The 52-year-old executive has also overseen many of the company’s public responses to its scandals, like Cambridge Analytica, the genocide in Myanmar, and the leaking of an internal report on how Instagram was harming teen girls’ mental health. Burnout is another reason Sandberg is stepping away from Meta, according to WSJ.

She wrote of her experience as second-in-command to Mark Zuckerberg in her 2013 book Lean In: Women, Work, and the Will to Lead , becoming one of the most prominent women in business.  

In 2018, Swisher wrote an Opinion piece for the New York Times in which she suggested that Sandberg unfairly took blame for Facebook's CEO Mark Zuckerberg whom she described as, "unkillable, unfireable and untouchable, and no amount of leaning in by Ms. Sandberg or any other woman in tech is going to change that."

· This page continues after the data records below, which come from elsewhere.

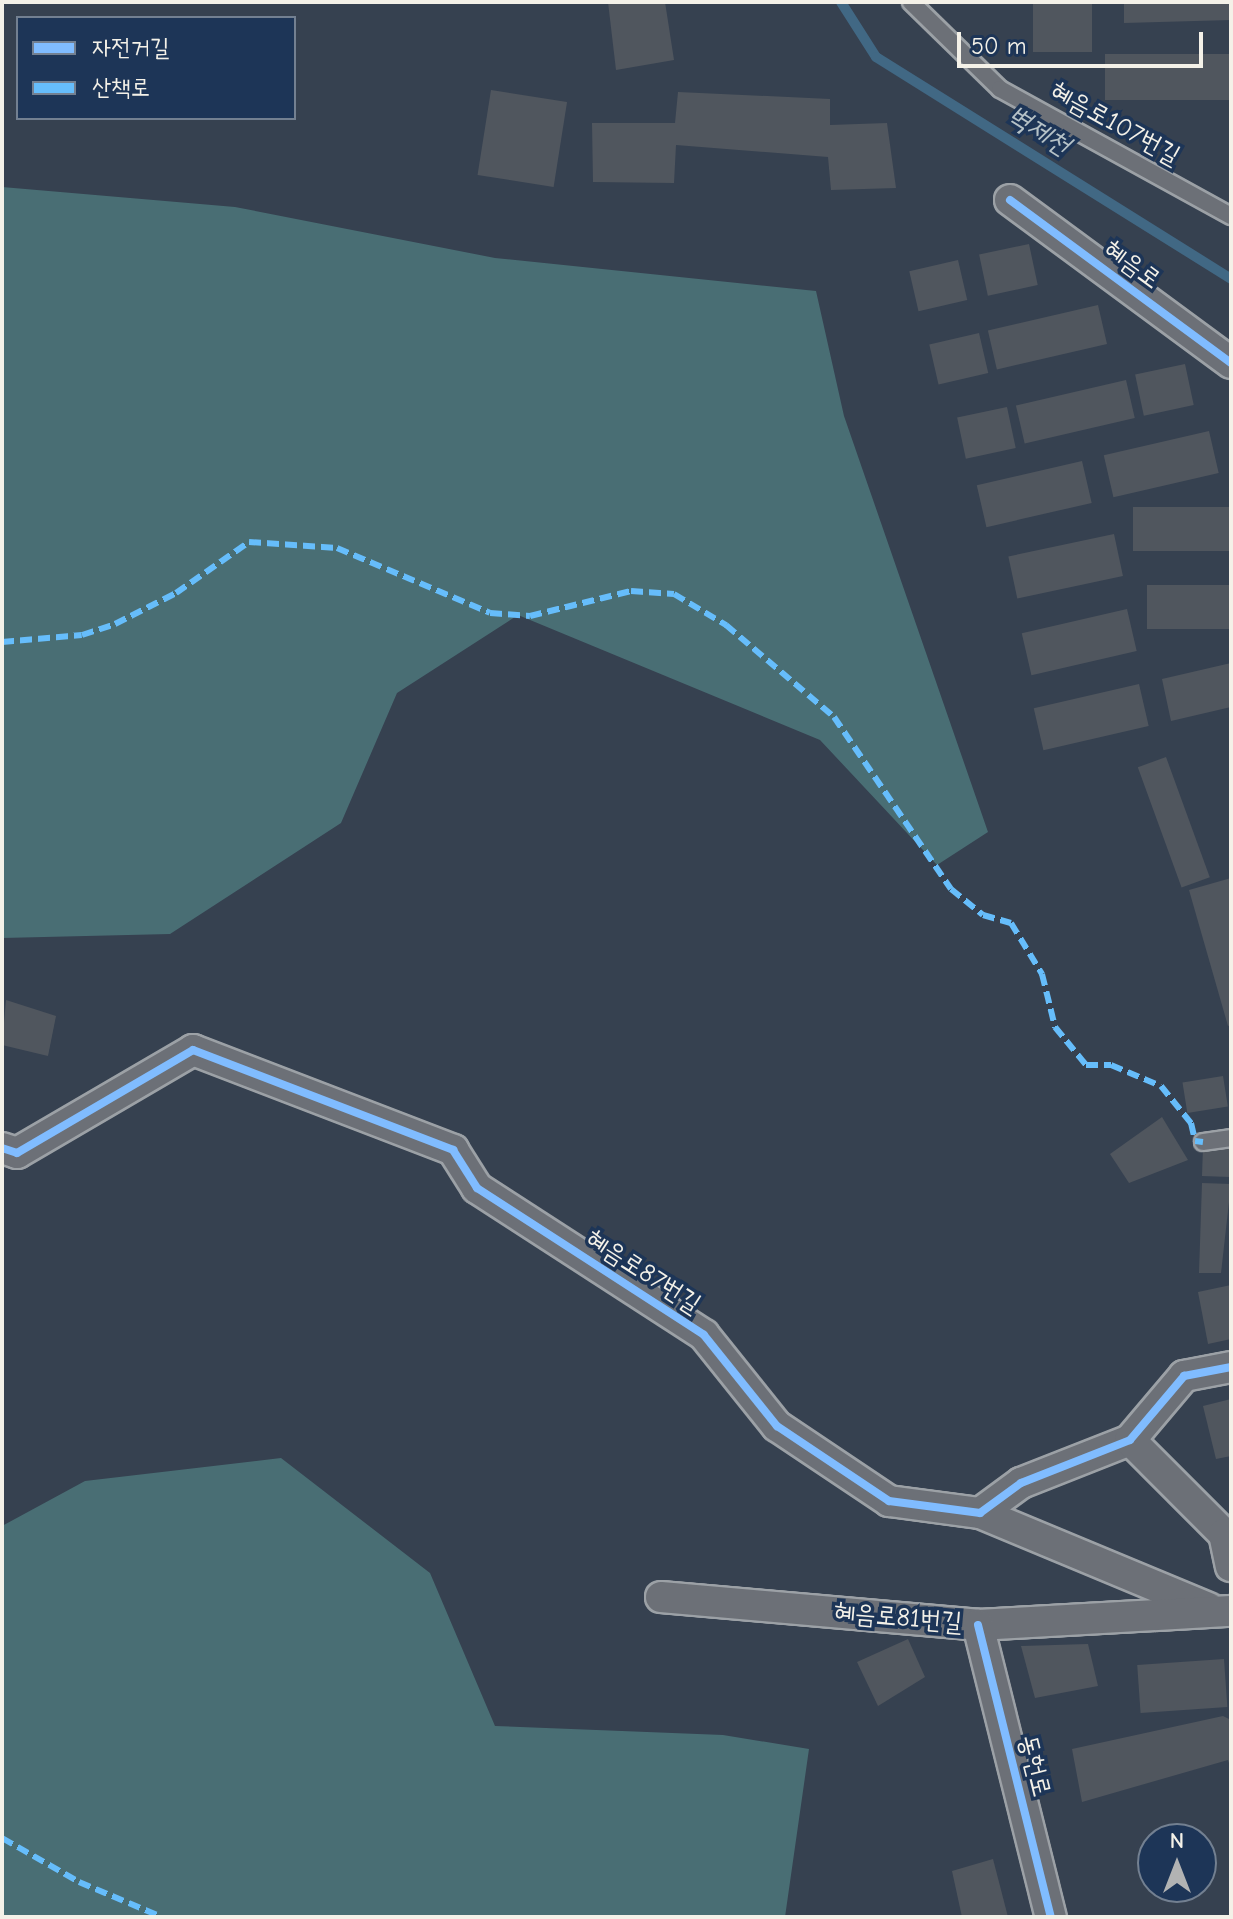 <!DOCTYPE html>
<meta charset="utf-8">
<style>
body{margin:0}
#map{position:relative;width:1233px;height:1919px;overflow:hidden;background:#364150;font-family:"Comic Neue","Poor Story",sans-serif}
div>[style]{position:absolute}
.green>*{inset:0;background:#496e74}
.stream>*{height:10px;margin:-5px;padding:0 5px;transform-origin:5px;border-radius:5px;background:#416884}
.building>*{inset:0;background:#50565e;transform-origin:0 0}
.roads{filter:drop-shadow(2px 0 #9ca1a6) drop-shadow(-2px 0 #9ca1a6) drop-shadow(0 2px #9ca1a6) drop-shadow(0 -2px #9ca1a6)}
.service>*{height:16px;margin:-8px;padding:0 8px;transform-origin:8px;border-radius:8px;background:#6c7077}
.minor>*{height:30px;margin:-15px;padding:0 15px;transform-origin:15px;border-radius:15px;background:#6c7077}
.quiet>*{height:6px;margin-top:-3px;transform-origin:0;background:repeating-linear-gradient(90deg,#66bdfb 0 12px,transparent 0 18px)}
.cycleway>*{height:8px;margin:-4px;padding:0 4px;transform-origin:4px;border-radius:4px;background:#80bcff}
span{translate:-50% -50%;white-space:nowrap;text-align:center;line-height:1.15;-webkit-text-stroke:7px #1d3557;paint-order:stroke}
.street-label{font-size:26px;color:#f4f1e8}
.water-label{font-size:28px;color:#b6c2c7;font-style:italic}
.frame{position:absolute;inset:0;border:4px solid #f4f1e8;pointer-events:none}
.legend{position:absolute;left:16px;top:16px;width:280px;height:104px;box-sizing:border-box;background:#1d3557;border:2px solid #738091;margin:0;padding:10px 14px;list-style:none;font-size:24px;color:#f4f1e8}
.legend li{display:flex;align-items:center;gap:16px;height:40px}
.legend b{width:40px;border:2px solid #738091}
.north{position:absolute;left:1137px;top:1823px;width:80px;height:80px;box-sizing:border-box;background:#1d3557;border:2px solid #738091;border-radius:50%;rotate:0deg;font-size:22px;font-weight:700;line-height:32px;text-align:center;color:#f4f1e8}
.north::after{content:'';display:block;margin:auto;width:28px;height:36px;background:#b2b3b3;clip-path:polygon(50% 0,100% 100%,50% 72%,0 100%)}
.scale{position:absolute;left:957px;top:32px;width:246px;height:36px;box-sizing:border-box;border:4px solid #f4f1e8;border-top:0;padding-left:10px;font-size:24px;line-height:28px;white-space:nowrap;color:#f4f1e8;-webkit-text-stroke:6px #1d3557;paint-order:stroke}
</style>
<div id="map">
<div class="green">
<div style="clip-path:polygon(2px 187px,235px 207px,495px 258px,816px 291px,844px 416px,988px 832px,937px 865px,820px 740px,518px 615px,397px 693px,341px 823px,170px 934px,2px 938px)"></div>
<div style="clip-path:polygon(281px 1458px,430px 1573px,495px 1726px,723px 1735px,809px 1749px,785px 1917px,2px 1917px,2px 1526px,85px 1481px)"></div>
</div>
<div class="stream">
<div style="left:841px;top:2px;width:65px;rotate:57.5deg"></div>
<div style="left:876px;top:57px;width:419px;rotate:32deg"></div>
</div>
<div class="building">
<div style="clip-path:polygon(608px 2px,665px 2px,674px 60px,616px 70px)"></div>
<div style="left:1033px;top:2px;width:59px;height:50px"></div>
<div style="clip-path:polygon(1124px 2px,1231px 2px,1231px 20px,1124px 23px)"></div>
<div style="left:1105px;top:54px;width:126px;height:46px"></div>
<div style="left:491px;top:90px;width:77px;height:86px;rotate:9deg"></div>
<div style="clip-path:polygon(678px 92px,830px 99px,830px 125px,887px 123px,896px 188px,831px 190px,828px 157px,676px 145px,674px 183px,593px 182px,592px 123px,675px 123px)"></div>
<div style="left:1029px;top:244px;width:42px;height:51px;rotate:78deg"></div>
<div style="left:958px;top:260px;width:41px;height:50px;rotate:77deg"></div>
<div style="left:1098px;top:305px;width:40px;height:113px;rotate:77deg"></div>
<div style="left:979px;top:333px;width:41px;height:51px;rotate:77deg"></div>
<div style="left:1185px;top:364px;width:42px;height:51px;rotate:78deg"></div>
<div style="left:1126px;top:380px;width:39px;height:113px;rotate:77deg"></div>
<div style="left:1007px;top:407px;width:42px;height:51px;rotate:78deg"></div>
<div style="left:1209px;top:431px;width:43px;height:108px;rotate:77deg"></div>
<div style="left:1082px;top:461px;width:43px;height:108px;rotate:77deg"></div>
<div style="left:1231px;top:507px;width:44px;height:98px;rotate:90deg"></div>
<div style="left:1114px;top:534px;width:43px;height:108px;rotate:78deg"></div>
<div style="left:1231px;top:585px;width:44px;height:84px;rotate:90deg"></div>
<div style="left:1127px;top:609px;width:43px;height:108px;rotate:77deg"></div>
<div style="clip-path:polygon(1231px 663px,1231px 707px,1171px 721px,1162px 679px)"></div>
<div style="left:1139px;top:684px;width:43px;height:108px;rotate:77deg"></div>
<div style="left:1166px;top:757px;width:128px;height:30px;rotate:70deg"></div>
<div style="clip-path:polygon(1231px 878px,1231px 1025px,1228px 1026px,1189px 890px)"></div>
<div style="clip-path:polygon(6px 1000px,56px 1016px,48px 1056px,2px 1045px)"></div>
<div style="left:1223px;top:1076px;width:31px;height:41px;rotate:81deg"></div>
<div style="clip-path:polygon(1162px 1117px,1188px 1160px,1129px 1183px,1110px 1154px)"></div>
<div style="left:1203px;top:1147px;width:28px;height:29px;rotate:2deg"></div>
<div style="clip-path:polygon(1202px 1183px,1231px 1184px,1221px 1273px,1199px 1273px)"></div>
<div style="clip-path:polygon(1231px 1285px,1231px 1339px,1208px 1344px,1198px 1292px)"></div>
<div style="clip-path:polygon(1231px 1399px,1231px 1456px,1216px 1459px,1203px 1406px)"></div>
<div style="clip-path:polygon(908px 1639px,925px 1677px,878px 1706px,857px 1662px)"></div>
<div style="clip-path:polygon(1088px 1644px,1098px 1686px,1035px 1698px,1021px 1646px)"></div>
<div style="left:1224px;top:1659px;width:48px;height:87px;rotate:86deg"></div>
<div style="clip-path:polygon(1223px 1716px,1231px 1720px,1231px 1769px,1228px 1760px,1082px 1802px,1072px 1749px)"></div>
<div style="clip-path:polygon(993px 1859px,1008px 1917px,962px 1917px,952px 1871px)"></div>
</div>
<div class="roads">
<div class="service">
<div style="left:911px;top:2px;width:124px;rotate:44.3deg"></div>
<div style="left:1000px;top:89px;width:264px;rotate:28.8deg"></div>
<div style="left:1203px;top:1142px;width:28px;rotate:-8deg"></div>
</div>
<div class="minor">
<div style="left:1010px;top:200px;width:275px;rotate:36.4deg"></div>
<div style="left:2px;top:1148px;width:16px;rotate:18deg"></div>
<div style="left:17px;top:1153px;width:204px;rotate:-30.3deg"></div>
<div style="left:193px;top:1050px;width:279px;rotate:21deg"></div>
<div style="left:453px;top:1150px;width:45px;rotate:57.7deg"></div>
<div style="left:477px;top:1188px;width:270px;rotate:32.9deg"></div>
<div style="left:704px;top:1335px;width:117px;rotate:51.3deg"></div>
<div style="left:777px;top:1426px;width:135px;rotate:33.8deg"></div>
<div style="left:889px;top:1501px;width:92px;rotate:7.5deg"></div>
<div style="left:980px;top:1513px;width:51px;rotate:-36.2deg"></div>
<div style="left:1021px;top:1483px;width:117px;rotate:-21.5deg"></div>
<div style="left:1130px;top:1440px;width:84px;rotate:-49.8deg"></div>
<div style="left:1184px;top:1376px;width:48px;rotate:-10.8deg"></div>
<div style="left:1130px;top:1440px;width:133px;rotate:45deg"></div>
<div style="left:1224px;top:1534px;width:33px;rotate:78deg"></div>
<div style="left:980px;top:1513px;width:247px;rotate:22.6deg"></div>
<div style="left:661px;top:1597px;width:318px;rotate:5deg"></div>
<div style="left:978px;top:1625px;width:253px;rotate:-3.2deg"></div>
<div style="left:978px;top:1625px;width:301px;rotate:76deg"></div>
</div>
</div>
<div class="quiet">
<div style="left:2px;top:642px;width:80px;rotate:-5deg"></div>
<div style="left:82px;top:635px;width:35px;rotate:-18deg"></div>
<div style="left:115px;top:624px;width:68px;rotate:-26.9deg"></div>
<div style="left:176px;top:593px;width:89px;rotate:-34.9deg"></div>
<div style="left:249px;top:542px;width:88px;rotate:3.9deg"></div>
<div style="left:337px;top:548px;width:166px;rotate:23deg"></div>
<div style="left:490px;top:613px;width:40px;rotate:4.3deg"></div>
<div style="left:530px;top:616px;width:104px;rotate:-13.9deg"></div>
<div style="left:631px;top:591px;width:43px;rotate:4deg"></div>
<div style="left:674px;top:594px;width:61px;rotate:30.8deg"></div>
<div style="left:726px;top:625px;width:142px;rotate:40.4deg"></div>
<div style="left:834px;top:717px;width:208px;rotate:55.8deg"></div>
<div style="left:951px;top:889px;width:41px;rotate:39.1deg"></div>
<div style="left:983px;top:915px;width:29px;rotate:16deg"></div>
<div style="left:1011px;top:923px;width:60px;rotate:58.7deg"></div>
<div style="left:1042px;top:974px;width:55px;rotate:76.2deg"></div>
<div style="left:1055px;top:1027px;width:49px;rotate:50.8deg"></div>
<div style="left:1086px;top:1065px;width:25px"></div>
<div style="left:1111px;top:1065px;width:54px;rotate:22.8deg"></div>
<div style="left:1161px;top:1086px;width:48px;rotate:51deg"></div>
<div style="left:1191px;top:1123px;width:18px;rotate:77deg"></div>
<div style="left:1195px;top:1141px;width:8px;rotate:7deg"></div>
<div style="left:2px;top:1838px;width:89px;rotate:29.7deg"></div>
<div style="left:79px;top:1882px;width:90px;rotate:22.9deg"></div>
</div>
<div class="cycleway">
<div style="left:1010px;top:200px;width:275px;rotate:36.4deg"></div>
<div style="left:2px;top:1148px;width:16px;rotate:18deg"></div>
<div style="left:17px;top:1153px;width:204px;rotate:-30.3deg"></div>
<div style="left:193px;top:1050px;width:279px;rotate:21deg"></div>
<div style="left:453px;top:1150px;width:45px;rotate:57.7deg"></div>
<div style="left:477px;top:1188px;width:270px;rotate:32.9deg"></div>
<div style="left:704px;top:1335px;width:117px;rotate:51.3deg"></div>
<div style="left:777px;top:1426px;width:135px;rotate:33.8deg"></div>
<div style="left:889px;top:1501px;width:92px;rotate:7.5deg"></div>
<div style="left:980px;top:1513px;width:51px;rotate:-36.2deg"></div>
<div style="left:1021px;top:1483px;width:117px;rotate:-21.5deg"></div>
<div style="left:1130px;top:1440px;width:84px;rotate:-49.8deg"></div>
<div style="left:1184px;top:1376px;width:48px;rotate:-10.8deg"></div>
<div style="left:978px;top:1625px;width:301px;rotate:76deg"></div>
</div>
<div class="street-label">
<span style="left:1115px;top:124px;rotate:29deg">혜음로107번길</span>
<span style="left:1132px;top:265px;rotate:36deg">혜음로</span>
<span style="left:643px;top:1272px;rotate:33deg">혜음로87번길</span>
<span style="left:898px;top:1618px;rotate:5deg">혜음로81번길</span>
<span style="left:1034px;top:1766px;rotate:76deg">동헌로</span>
</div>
<div class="water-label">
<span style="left:1039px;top:130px;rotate:32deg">벽제천</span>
</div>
<div class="frame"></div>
<ul class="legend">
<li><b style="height:10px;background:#80bcff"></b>자전거길</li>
<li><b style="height:10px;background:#66bdfb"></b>산책로</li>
</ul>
<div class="north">N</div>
<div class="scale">50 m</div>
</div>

In that column she suggested that Sandberg took more heat for "the Cambridge Analytica scandal, account hacks, and Russians running wild over its platform" than Zuckerberg.

"To be clear, as the No. 2 in charge, Ms. Sandberg deserves much blame for the bad decisions at Facebook. But it’s notable that she is under much more fire than Mark Zuckerberg, the chief executive. While he underwent some scrutiny at Congressional hearings and in interviews, he has somehow managed to come off like a geek who has lost his way in the woods. Whatever blame he got has dissipated quickly."